═════ DATA IN THIS EXERCISE
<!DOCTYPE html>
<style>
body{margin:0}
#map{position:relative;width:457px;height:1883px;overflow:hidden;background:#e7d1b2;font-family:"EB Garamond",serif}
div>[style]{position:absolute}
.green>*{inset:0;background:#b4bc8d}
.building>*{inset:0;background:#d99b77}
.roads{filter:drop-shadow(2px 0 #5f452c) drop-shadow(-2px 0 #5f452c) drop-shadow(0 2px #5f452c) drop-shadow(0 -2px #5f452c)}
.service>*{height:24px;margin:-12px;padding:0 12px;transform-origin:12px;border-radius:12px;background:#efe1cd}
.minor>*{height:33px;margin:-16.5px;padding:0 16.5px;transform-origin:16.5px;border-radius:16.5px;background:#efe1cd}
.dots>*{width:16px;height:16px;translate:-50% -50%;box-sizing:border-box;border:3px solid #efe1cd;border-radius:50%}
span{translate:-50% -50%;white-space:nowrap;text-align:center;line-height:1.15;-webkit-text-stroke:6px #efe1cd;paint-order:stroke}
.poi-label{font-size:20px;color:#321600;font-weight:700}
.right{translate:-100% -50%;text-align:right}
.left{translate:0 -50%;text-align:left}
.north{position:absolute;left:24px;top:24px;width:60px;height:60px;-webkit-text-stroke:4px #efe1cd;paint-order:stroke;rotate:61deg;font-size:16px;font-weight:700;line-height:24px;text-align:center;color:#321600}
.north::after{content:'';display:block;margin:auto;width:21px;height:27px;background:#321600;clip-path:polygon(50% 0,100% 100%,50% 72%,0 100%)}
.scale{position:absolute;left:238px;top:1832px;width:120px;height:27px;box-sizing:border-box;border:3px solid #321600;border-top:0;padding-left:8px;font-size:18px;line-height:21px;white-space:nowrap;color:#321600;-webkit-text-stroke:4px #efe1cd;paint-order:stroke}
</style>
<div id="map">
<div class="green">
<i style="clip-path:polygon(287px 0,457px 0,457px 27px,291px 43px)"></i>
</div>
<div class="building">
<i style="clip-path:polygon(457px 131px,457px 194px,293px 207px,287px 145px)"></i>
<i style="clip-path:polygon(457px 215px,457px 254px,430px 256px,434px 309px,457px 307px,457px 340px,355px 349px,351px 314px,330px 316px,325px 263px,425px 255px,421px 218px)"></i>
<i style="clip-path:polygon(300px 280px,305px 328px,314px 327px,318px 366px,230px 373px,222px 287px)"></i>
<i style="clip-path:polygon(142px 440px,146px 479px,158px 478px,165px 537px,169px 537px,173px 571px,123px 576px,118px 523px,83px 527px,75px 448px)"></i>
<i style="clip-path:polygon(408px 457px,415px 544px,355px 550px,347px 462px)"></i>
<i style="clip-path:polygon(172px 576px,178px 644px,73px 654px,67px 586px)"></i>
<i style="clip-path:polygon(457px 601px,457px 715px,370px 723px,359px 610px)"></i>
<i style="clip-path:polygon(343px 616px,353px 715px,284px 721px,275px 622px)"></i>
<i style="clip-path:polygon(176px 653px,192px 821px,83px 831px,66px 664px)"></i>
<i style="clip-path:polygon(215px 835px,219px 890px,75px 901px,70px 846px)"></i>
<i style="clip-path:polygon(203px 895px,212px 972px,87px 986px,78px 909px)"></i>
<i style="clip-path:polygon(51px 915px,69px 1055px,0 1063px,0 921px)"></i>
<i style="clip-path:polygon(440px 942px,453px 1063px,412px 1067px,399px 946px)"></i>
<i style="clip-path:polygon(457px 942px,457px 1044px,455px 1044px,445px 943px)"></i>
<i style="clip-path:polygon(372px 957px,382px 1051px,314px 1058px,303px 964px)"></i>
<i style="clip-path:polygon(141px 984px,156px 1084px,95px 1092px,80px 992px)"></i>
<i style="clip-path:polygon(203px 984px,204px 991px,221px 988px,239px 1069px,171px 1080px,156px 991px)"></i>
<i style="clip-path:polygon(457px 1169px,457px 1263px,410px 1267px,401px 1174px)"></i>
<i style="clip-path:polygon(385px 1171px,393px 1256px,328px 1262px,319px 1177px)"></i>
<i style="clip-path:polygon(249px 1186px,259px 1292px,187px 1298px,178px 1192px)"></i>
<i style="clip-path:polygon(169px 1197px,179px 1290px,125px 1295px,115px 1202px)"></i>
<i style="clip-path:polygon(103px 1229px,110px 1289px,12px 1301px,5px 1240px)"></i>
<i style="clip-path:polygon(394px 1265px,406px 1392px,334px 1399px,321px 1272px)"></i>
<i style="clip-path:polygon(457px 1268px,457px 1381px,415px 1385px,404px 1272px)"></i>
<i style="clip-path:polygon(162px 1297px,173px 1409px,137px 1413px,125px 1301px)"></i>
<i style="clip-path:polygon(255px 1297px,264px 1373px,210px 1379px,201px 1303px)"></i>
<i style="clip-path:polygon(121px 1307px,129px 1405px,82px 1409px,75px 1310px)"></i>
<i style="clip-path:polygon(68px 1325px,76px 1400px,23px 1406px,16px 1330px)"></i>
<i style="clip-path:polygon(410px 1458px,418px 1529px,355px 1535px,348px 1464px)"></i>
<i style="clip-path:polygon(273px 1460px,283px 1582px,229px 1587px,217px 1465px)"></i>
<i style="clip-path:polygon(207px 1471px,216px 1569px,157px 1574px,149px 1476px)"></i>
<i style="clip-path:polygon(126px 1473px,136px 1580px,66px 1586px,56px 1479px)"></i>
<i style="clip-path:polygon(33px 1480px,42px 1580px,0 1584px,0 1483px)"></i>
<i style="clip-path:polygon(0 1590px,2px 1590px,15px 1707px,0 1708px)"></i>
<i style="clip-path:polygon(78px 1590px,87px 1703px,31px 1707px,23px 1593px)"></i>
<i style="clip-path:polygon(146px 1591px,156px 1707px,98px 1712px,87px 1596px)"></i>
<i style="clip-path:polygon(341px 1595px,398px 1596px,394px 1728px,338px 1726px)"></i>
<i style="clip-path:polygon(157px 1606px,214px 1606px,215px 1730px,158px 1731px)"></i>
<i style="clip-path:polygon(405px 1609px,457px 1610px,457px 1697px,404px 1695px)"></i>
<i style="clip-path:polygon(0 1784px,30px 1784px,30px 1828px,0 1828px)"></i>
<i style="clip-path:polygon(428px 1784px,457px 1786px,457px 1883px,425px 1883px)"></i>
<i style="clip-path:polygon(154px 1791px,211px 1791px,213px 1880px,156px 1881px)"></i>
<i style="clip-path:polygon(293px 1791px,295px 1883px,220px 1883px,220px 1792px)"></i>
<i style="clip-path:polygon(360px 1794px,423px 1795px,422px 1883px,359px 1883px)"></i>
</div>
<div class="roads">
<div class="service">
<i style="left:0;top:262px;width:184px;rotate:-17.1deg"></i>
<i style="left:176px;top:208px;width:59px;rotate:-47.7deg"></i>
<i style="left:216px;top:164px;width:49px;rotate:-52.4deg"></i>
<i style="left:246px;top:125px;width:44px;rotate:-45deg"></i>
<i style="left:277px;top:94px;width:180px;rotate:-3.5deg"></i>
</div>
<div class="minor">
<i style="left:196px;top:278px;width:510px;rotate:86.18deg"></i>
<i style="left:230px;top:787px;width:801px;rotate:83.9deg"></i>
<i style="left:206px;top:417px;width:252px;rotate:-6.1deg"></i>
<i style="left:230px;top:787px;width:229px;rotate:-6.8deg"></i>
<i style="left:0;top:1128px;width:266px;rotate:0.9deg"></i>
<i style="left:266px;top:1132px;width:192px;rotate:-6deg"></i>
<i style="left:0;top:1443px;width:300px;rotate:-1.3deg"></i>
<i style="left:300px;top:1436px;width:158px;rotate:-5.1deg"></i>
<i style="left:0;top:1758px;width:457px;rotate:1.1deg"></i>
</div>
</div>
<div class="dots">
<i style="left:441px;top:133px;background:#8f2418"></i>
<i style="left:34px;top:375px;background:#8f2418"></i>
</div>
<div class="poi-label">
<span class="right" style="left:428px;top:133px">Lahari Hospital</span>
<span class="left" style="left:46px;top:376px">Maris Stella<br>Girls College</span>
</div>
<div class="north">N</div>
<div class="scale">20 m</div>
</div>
══════════
▶ [WORK TASK]: Set down exactly the lines of the data above, beginning with the line that has "1169px,457px 1263px,410px 1267px,401px" and ending with the line that has "1268px,457px 1381px,415px 1385px,404px", and no others.

▶ [RESPONSE BELOW]:
<i style="clip-path:polygon(457px 1169px,457px 1263px,410px 1267px,401px 1174px)"></i>
<i style="clip-path:polygon(385px 1171px,393px 1256px,328px 1262px,319px 1177px)"></i>
<i style="clip-path:polygon(249px 1186px,259px 1292px,187px 1298px,178px 1192px)"></i>
<i style="clip-path:polygon(169px 1197px,179px 1290px,125px 1295px,115px 1202px)"></i>
<i style="clip-path:polygon(103px 1229px,110px 1289px,12px 1301px,5px 1240px)"></i>
<i style="clip-path:polygon(394px 1265px,406px 1392px,334px 1399px,321px 1272px)"></i>
<i style="clip-path:polygon(457px 1268px,457px 1381px,415px 1385px,404px 1272px)"></i>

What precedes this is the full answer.